*Task brief:* In full and without alteration, write out the records.

*Dataset records:*
--
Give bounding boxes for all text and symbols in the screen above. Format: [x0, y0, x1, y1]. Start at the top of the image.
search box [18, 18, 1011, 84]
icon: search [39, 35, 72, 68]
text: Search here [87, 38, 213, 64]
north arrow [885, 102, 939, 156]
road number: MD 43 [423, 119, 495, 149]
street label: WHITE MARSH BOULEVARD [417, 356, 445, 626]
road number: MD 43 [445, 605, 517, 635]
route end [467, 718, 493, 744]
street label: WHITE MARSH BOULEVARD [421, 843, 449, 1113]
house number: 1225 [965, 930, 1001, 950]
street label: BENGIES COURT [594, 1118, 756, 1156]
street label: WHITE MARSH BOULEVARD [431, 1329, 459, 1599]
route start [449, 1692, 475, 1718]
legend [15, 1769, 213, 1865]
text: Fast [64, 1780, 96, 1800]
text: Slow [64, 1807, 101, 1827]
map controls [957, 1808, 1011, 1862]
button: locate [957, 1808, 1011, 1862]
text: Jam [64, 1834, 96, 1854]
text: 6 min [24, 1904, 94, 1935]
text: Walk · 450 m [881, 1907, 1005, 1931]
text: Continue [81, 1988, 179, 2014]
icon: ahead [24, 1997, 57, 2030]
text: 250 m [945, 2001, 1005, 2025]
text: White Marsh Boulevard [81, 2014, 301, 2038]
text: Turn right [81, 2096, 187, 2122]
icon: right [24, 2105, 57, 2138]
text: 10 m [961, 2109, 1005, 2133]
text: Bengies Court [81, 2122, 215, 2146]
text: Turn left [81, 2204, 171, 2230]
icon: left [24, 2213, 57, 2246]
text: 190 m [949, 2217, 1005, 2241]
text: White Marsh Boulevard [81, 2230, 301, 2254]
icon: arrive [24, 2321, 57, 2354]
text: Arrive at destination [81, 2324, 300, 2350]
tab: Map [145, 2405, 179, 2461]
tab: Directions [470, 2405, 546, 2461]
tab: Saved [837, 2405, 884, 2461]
--
*Exercise result:*
Give bounding boxes for all text and symbols in the screen above. Format: [x0, y0, x1, y1]. Start at the top of the image.
search box [18, 18, 1011, 84]
icon: search [39, 35, 72, 68]
text: Search here [87, 38, 213, 64]
north arrow [885, 102, 939, 156]
road number: MD 43 [423, 119, 495, 149]
street label: WHITE MARSH BOULEVARD [417, 356, 445, 626]
road number: MD 43 [445, 605, 517, 635]
route end [467, 718, 493, 744]
street label: WHITE MARSH BOULEVARD [421, 843, 449, 1113]
house number: 1225 [965, 930, 1001, 950]
street label: BENGIES COURT [594, 1118, 756, 1156]
street label: WHITE MARSH BOULEVARD [431, 1329, 459, 1599]
route start [449, 1692, 475, 1718]
legend [15, 1769, 213, 1865]
text: Fast [64, 1780, 96, 1800]
text: Slow [64, 1807, 101, 1827]
map controls [957, 1808, 1011, 1862]
button: locate [957, 1808, 1011, 1862]
text: Jam [64, 1834, 96, 1854]
text: 6 min [24, 1904, 94, 1935]
text: Walk · 450 m [881, 1907, 1005, 1931]
text: Continue [81, 1988, 179, 2014]
icon: ahead [24, 1997, 57, 2030]
text: 250 m [945, 2001, 1005, 2025]
text: White Marsh Boulevard [81, 2014, 301, 2038]
text: Turn right [81, 2096, 187, 2122]
icon: right [24, 2105, 57, 2138]
text: 10 m [961, 2109, 1005, 2133]
text: Bengies Court [81, 2122, 215, 2146]
text: Turn left [81, 2204, 171, 2230]
icon: left [24, 2213, 57, 2246]
text: 190 m [949, 2217, 1005, 2241]
text: White Marsh Boulevard [81, 2230, 301, 2254]
icon: arrive [24, 2321, 57, 2354]
text: Arrive at destination [81, 2324, 300, 2350]
tab: Map [145, 2405, 179, 2461]
tab: Directions [470, 2405, 546, 2461]
tab: Saved [837, 2405, 884, 2461]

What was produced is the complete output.